Le papillon à queue d’hirondelle, Papilio dardanus, est présent dans la majeure partie de l’Afrique. Alors que les mâles conservent un aspect typique de machaon, les femelles se présentent sous plus de trente formes mimétiques différentes qui ressemblent clairement à diverses espèces de deux genres de danaïdes.

Le mimétisme batésien concerne une espèce agréable au goût et non protégée (le mimétisme) qui ressemble étroitement à une espèce désagréable ou protégée (le modèle) (Devries, 1987). Cette théorie a été présentée pour la première fois en 1861 par H.W. Bates dans sa tentative d’expliquer l’apparence et le comportement similaires d’espèces de papillons d’Amérique centrale non apparentées (Devries 1987).
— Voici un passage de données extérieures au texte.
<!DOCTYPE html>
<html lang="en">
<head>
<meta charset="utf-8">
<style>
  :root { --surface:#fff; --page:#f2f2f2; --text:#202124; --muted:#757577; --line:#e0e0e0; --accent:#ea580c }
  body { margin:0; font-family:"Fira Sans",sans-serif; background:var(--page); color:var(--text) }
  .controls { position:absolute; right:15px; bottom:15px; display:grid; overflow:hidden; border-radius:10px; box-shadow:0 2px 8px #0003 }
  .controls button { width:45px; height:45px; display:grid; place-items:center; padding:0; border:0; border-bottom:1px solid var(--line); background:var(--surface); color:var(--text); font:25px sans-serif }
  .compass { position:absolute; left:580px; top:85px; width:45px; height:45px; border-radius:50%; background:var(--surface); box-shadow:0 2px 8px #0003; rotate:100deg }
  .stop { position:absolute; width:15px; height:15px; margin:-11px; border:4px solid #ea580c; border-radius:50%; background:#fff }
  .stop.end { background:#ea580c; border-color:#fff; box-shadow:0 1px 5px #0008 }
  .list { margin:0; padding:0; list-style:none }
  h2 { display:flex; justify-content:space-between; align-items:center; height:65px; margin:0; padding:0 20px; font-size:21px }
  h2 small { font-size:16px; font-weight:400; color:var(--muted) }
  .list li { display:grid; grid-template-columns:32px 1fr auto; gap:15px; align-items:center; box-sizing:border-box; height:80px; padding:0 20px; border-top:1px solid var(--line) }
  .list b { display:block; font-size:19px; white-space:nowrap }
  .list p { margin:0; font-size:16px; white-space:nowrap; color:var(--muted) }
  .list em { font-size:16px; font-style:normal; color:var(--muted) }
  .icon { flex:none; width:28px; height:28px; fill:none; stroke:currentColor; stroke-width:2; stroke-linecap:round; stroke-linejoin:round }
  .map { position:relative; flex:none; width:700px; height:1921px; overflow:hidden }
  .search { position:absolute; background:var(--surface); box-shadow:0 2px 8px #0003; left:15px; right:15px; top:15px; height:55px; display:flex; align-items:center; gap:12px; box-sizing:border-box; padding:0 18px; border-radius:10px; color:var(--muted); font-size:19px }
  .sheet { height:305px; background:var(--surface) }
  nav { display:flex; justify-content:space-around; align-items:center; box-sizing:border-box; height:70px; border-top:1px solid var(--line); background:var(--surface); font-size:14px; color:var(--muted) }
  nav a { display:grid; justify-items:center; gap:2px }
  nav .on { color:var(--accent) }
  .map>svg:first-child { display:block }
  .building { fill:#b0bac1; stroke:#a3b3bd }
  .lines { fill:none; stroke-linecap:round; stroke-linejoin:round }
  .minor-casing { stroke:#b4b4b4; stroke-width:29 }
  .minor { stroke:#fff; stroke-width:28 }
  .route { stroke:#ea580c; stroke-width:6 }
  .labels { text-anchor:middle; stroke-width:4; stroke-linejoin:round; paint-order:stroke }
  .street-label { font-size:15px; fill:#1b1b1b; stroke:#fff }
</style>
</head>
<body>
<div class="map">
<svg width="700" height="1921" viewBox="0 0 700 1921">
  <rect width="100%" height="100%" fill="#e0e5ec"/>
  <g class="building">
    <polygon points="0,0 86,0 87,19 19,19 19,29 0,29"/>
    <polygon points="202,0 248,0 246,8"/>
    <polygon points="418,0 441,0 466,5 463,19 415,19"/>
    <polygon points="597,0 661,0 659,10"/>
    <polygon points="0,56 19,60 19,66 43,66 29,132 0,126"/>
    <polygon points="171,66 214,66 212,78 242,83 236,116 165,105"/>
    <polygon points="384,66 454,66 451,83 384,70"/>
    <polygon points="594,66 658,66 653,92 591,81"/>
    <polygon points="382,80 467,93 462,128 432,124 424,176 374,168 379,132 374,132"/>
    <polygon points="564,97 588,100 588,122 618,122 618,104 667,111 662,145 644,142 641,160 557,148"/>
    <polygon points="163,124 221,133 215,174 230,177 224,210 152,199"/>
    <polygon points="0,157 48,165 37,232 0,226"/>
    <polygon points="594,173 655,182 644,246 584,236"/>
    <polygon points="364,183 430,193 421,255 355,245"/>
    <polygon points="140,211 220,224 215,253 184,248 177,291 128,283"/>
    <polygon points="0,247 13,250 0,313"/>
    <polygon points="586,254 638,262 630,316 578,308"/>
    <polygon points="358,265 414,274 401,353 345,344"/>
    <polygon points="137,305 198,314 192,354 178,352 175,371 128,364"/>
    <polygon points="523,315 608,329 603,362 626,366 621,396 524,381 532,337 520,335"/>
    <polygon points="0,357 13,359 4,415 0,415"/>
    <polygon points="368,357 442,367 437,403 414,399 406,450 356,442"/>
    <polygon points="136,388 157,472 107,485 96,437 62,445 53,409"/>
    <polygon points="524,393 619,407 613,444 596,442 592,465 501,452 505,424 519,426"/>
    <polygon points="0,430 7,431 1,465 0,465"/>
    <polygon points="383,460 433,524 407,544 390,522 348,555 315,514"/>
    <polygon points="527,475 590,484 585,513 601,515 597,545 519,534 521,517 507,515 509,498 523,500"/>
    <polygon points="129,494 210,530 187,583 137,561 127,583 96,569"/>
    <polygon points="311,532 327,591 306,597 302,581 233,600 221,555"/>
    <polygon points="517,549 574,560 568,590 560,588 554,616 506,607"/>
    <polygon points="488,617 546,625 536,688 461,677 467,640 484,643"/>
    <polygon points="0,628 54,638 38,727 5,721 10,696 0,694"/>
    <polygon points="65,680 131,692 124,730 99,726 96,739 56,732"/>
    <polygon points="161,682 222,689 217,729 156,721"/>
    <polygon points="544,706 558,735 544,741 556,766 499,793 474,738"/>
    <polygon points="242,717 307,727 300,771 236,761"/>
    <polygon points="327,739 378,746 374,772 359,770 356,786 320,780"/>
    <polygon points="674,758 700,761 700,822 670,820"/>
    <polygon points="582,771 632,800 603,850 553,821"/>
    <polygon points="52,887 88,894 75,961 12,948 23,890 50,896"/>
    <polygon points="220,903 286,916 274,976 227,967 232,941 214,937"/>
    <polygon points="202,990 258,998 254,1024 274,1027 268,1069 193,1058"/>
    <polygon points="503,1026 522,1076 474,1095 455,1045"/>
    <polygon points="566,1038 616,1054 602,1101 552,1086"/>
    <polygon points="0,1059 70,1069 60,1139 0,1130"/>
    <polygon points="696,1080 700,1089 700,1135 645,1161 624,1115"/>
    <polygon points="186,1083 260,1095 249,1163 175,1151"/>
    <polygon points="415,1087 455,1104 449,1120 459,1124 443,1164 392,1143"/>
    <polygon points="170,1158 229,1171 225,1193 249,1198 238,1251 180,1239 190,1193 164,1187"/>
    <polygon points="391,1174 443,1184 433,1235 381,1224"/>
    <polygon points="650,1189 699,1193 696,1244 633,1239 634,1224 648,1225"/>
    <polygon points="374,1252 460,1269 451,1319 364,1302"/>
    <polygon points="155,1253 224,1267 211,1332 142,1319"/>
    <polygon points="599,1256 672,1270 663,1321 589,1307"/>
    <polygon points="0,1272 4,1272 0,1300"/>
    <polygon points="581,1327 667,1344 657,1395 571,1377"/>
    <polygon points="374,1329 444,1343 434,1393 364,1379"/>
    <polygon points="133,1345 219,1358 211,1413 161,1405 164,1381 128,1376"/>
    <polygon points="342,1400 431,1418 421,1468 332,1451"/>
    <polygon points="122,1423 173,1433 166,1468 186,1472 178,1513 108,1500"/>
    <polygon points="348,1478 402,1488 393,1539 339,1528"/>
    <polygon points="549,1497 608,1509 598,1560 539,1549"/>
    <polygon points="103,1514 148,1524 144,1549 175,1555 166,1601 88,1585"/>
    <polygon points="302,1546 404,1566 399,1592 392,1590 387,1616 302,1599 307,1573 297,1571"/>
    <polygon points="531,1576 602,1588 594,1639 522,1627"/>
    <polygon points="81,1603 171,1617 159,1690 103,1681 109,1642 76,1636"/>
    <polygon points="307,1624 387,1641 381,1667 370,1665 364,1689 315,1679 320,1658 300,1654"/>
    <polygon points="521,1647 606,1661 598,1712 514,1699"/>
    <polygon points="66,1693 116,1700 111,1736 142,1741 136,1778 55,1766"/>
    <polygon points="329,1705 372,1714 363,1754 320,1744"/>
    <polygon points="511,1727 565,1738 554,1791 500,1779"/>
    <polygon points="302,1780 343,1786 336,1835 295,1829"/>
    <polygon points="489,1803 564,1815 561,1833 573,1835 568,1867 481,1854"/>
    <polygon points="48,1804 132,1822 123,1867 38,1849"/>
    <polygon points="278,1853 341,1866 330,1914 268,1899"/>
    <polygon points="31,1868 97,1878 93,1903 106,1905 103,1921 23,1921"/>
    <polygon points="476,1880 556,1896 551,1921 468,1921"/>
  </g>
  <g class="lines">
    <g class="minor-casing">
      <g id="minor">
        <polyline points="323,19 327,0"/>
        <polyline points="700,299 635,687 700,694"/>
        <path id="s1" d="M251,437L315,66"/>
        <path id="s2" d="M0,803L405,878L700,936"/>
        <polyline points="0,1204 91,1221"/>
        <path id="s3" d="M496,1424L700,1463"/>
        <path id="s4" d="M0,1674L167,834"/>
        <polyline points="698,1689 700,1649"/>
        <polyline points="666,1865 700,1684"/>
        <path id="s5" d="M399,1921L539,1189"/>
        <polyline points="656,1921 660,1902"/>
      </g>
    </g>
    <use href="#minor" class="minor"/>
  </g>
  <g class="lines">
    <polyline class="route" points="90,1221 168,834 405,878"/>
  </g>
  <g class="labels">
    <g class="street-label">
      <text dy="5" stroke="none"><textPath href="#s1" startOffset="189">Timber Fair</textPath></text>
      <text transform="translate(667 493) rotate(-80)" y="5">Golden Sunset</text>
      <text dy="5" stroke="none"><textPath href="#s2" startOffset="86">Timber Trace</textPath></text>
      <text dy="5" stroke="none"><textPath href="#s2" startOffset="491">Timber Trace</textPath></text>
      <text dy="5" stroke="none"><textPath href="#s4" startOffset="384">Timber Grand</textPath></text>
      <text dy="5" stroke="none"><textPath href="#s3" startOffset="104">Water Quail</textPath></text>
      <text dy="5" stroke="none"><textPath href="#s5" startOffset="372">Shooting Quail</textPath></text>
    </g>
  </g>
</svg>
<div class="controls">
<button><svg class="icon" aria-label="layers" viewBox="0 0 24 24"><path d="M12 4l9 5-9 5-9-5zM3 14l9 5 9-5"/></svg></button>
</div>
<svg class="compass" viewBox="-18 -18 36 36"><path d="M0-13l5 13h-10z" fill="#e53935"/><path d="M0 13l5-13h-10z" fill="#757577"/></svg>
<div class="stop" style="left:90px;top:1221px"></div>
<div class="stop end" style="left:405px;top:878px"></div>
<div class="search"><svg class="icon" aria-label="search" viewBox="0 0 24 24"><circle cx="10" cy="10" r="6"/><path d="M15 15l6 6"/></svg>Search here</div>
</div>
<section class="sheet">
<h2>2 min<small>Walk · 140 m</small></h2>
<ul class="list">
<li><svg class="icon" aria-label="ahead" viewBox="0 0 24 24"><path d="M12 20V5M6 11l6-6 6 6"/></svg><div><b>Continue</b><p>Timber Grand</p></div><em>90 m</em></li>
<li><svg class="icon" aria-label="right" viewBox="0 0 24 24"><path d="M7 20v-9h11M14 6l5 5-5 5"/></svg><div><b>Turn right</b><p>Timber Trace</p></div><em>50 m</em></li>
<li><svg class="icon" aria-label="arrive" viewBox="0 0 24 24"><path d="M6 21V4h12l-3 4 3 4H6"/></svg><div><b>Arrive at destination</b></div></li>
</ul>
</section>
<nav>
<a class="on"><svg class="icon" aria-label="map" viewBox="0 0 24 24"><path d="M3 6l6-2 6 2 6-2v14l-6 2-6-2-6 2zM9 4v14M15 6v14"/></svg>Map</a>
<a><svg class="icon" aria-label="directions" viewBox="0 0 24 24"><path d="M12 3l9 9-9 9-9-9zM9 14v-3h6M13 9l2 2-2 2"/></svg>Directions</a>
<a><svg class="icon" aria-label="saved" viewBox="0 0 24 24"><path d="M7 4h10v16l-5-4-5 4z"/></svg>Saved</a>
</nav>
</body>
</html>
Les larves de ces papillons modèles mangent des plantes contenant des substances nocives qui passent, altérées ou non, au stade adulte (Sheppard, 1962). De tels produits chimiques rendent le modèle indésirable pour les prédateurs. Les mimiques manquent de ces substances dans leur corps, ce qui les rend tout à fait comestibles. Le véritable mimétisme batésien est de nature parasitaire, le modèle ne dérivant aucun avantage ni préjudice possible (Devries 1987). Les mimiques ne partagent pas le goût désagréable ou la piqûre douloureuse des modèles, juste son apparence et son comportement. Ainsi, les modèles peuvent être lésés en étant confondus avec des imitations agréables au goût et devraient évoluer pour se débarrasser de ces relations (Devries 1987).

Depuis sa conception, le mimétisme batésien a fait l’objet de grands débats et d’innombrables articles. Charles Darwin, bien qu’acceptant le mimétisme batésien, le considérait comme accidentel, le mimétisme ressemblant suffisamment au modèle non apparenté pour lui permettre une légère protection (Clarke et Sheppard, 1960a). La théorie est souvent déformée et confondue avec son homologue, le mimétisme mullérien. Dans ce cas, le modèle n’est pas défini et plusieurs espèces désagréables partagent des couleurs ou des motifs d’avertissement pour échapper à la prédation. Les relations batésiennes se retrouvent dans de nombreux ordres d’insectes. Cet article identifie l’exemple le plus spectaculaire.

Méthodes

La littérature primaire sur le sujet a été obtenue à partir de sources énumérées dans la littérature secondaire. La littérature secondaire a été recueillie à partir de plusieurs textes sur le sujet, ainsi que de livres sur l’écologie des insectes, des ordres d’insectes spécifiques et des régions géographiques. D’autres documents primaires sur le sujet ont été trouvés par une recherche informatique d’AGRICOLA.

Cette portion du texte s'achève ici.